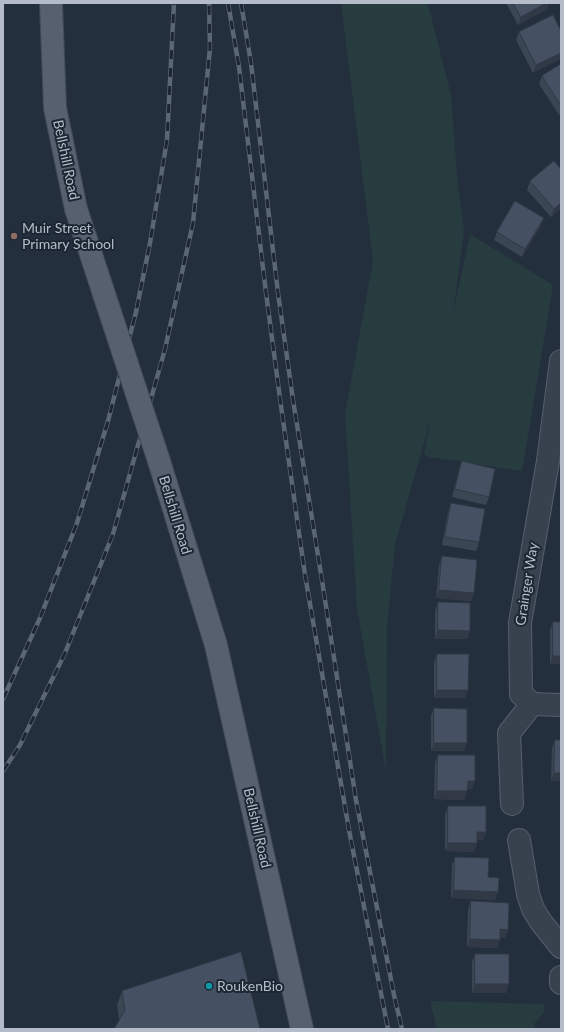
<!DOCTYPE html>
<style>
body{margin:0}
#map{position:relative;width:564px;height:1032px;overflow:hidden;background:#242f3e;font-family:Lato,sans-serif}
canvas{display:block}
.frame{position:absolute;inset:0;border:4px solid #b4bcc9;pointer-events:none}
</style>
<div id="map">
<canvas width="564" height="1032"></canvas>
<div class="frame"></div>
</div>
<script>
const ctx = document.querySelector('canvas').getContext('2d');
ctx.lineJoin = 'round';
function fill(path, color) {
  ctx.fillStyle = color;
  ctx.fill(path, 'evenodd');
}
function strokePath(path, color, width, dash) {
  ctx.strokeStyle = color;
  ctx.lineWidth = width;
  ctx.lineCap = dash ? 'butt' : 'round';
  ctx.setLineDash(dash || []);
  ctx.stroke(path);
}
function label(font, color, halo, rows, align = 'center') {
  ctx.font = font + ' Lato,sans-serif';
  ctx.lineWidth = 4;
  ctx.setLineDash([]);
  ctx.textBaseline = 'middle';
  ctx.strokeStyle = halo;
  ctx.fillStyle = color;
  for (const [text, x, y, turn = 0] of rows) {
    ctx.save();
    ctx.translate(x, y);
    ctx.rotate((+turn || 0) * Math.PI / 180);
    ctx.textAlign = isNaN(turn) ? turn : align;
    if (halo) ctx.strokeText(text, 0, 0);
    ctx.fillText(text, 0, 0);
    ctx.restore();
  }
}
fill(new Path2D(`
 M341,3h86l2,5 22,87 7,91 6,45 -11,83 17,-80 83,51 -31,186 -93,-14 -5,-3 7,-36 -36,126 -8,83 -1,144 -29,-162 -12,-195 28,-153z
 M430,1001l114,3v8l-10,12v5h-97z`), '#263c3f');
const minor = new Path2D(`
 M561,361l-13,100 -28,162 1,71 11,10 29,1
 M512,804l-3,-71 23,-29
 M519,840l9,54 5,15 8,13 20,25
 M561,977v6`);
const major = new Path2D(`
 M51,3l4,105 21,101
 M159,461l57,184 86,384`);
strokePath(minor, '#565f6c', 24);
strokePath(major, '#414a57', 24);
strokePath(minor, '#38414e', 22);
strokePath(major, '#56606e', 22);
const rail = new Path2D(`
 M228,3l11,64 27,226 15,113 24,169 44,255 39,199
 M241,3l10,60 27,230 15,107 28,174 35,226 38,195 8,34
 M3,699l37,-81 37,-95 31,-102 28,-109 14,-69 17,-103 7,-137
 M3,771l17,-26 45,-92 48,-119 52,-185 28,-126 17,-175 -1,-45`);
strokePath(rail, '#5a6575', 4.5);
strokePath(rail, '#1d2633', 3, [9]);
const majorBridge = new Path2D(`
 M76,209l83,252`);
strokePath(majorBridge, '#414a57', 24, []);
strokePath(majorBridge, '#56606e', 22);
fill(new Path2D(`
 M506,3h43l-2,6 -29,16z
 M561,31l-28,42 -17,-33 3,-8z
 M561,64v50l-2,1 -20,-31 3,-8z
 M561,169v39l-10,9 -24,-27 3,-9z
 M541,226l-19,31 -28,-17 3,-8z
 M462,461l27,36 -3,8 -34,-8 7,-28z
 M451,503l28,39 -3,9 -34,-6 6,-33z
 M442,556l29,45 -35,-3 3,-33z
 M438,602l32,29 -3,8h-32v-28z
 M553,622l8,42h-11v-34z
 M437,654l31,36 -3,8h-31v-36z
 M434,708l30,43h-33v-35z
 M555,740l6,41h-10l1,-33z
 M438,755l34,34h-5l-3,11 -30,-1 1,-36z
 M448,806l38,26 -3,8h-6v3l-3,9 -29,-1v-37z
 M455,857l33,20 7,23 -44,-2 1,-33z
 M471,901l34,37h-5l-3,10 -30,-1 1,-37z
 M475,954l31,39h-34v-31z
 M122,991l138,38 -141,-9 -2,-15z`), '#3b4654');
fill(new Path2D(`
 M546,3h3l-2,6 -29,16 3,-8z
 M561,53v6l-28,14 3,-8z
 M561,203v5l-10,9 3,-8z
 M544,218l-3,8 -19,31 3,-8z
 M439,590l35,3 -3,8 -35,-3z
 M438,630l32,1 -3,8h-32z
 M553,656h8v8h-11z
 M437,690h31l-3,8h-31z
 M434,743h33l-3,8h-33z
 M554,773h7v8h-10z
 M468,781h7l-3,8h-7z
 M437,791h30l-3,9 -30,-1z
 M477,832h9l-3,8h-9z
 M448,843h29l-3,9 -29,-1z
 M454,890l44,2 -3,8 -44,-2z
 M500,929l8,1 -3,8h-8z
 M470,939l30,1 -3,8 -30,-1z
 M475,984h34l-3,9h-34z`), '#303945');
const building = new Path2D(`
 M513,3h33l-25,14z
 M553,15l8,16v22l-25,12 -17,-33z
 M561,64v42l-19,-30z
 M554,161l7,8v34l-7,6 -24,-28z
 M515,201l29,17 -19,31 -28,-17z
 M462,461l33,8 -6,28 -34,-8z
 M451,503l34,6 -6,33 -34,-5z
 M442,556l35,4 -3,33 -35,-3z
 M438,602l32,1v28l-32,-1z
 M553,622h8v34h-8z
 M437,654h32l-1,36h-31z
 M434,708l33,1v34h-33z
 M555,740h6v33h-7z
 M438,755h37v26h-7l-1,10h-30z
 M448,806h38v26h-9v11h-29z
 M455,857l34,1 -1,19 11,1 -1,14 -44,-2z
 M471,901l38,2 -1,27 -8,-1v11l-30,-1z
 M241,952l19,77h-146l11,-19 -3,-19z
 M475,954h34v30h-34z`);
fill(building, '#455162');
strokePath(building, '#303945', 1);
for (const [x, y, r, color] of [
 [14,236,4,"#8d6e63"],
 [209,986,4,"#0f9aa8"]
]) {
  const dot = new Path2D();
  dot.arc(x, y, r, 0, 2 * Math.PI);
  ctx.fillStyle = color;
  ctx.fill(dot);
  strokePath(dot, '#1d2633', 1.5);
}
label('14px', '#b4bcc9', '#1d2633', [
 ["Bellshill Road",66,160,78],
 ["Bellshill Road",175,515,73],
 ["Grainger Way",527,584,-81],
 ["Bellshill Road",257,828,77]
]);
label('14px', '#b4bcc9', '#1d2633', [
 ["Muir Street",22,228],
 ["Primary School",22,244],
 ["RoukenBio",217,986]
], 'left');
</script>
################
Task statement: Provide the lines again, unchanged, from where the data above begins through the line containing "function fill(path, color)", both ends included, omitting pictures and adding nothing.

Exercise answer:
<!DOCTYPE html>
<style>
body{margin:0}
#map{position:relative;width:564px;height:1032px;overflow:hidden;background:#242f3e;font-family:Lato,sans-serif}
canvas{display:block}
.frame{position:absolute;inset:0;border:4px solid #b4bcc9;pointer-events:none}
</style>
<div id="map">
<canvas width="564" height="1032"></canvas>
<div class="frame"></div>
</div>
<script>
const ctx = document.querySelector('canvas').getContext('2d');
ctx.lineJoin = 'round';
function fill(path, color) {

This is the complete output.